- **Directions**
If a line in the data has the string "Rogero", please show it.

[Stored items]
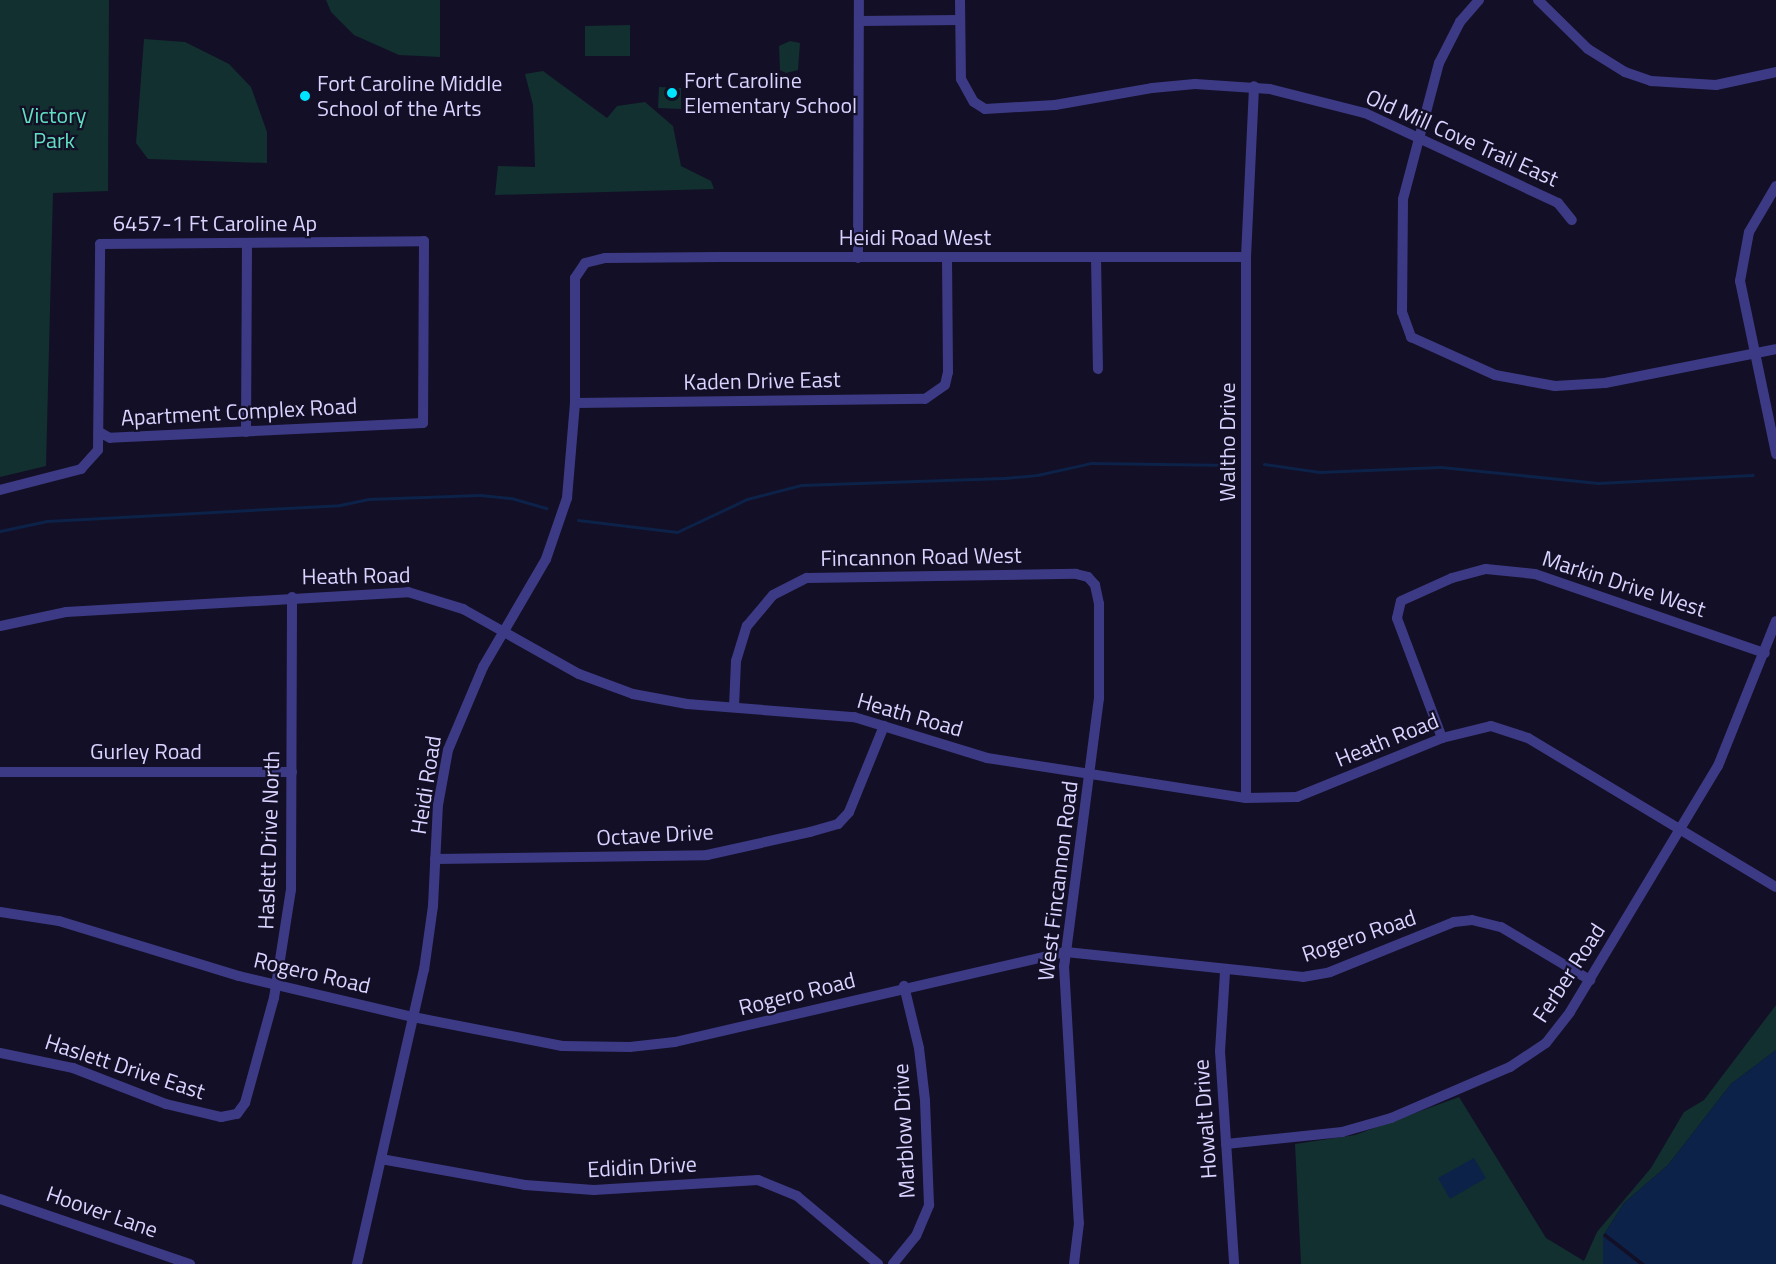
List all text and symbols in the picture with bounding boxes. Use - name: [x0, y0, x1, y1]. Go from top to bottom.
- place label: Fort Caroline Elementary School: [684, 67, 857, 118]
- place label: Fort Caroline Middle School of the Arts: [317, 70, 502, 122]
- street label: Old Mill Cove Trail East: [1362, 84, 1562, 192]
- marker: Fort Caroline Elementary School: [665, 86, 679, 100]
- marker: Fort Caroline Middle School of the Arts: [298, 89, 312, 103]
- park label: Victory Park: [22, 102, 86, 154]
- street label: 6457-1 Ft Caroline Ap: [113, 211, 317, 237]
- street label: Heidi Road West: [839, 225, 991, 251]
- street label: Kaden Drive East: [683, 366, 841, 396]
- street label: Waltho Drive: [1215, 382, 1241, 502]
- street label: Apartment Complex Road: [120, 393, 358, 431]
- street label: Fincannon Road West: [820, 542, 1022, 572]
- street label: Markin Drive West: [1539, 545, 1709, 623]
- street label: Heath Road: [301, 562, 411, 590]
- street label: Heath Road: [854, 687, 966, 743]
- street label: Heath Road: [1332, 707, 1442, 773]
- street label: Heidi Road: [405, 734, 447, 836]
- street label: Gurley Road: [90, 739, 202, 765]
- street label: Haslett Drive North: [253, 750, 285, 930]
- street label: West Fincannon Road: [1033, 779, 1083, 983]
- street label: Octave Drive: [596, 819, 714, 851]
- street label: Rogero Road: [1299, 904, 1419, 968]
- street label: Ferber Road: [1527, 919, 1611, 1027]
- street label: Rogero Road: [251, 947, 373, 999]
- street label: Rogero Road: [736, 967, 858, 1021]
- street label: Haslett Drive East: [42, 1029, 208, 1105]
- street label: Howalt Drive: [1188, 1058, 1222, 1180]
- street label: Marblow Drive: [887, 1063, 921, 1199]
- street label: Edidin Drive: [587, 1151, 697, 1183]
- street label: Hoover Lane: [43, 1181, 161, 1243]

...

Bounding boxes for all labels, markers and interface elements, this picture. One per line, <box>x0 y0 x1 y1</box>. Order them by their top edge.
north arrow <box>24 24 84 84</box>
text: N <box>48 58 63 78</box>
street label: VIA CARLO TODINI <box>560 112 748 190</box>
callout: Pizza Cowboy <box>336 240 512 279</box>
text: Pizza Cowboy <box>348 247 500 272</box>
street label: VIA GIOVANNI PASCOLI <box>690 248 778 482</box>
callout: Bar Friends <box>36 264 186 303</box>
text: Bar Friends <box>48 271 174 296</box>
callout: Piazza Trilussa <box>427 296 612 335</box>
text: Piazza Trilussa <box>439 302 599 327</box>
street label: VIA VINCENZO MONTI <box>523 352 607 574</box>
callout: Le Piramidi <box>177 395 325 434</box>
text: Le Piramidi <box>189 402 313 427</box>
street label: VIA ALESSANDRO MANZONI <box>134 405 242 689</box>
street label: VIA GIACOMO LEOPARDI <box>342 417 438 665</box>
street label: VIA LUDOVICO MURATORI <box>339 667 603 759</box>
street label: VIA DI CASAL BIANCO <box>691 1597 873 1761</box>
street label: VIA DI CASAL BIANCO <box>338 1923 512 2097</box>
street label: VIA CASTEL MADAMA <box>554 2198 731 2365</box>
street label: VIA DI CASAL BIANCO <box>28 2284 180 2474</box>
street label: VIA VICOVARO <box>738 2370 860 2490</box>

- **Result of the task**
- street label: Rogero Road: [1299, 904, 1419, 968]
- street label: Rogero Road: [251, 947, 373, 999]
- street label: Rogero Road: [736, 967, 858, 1021]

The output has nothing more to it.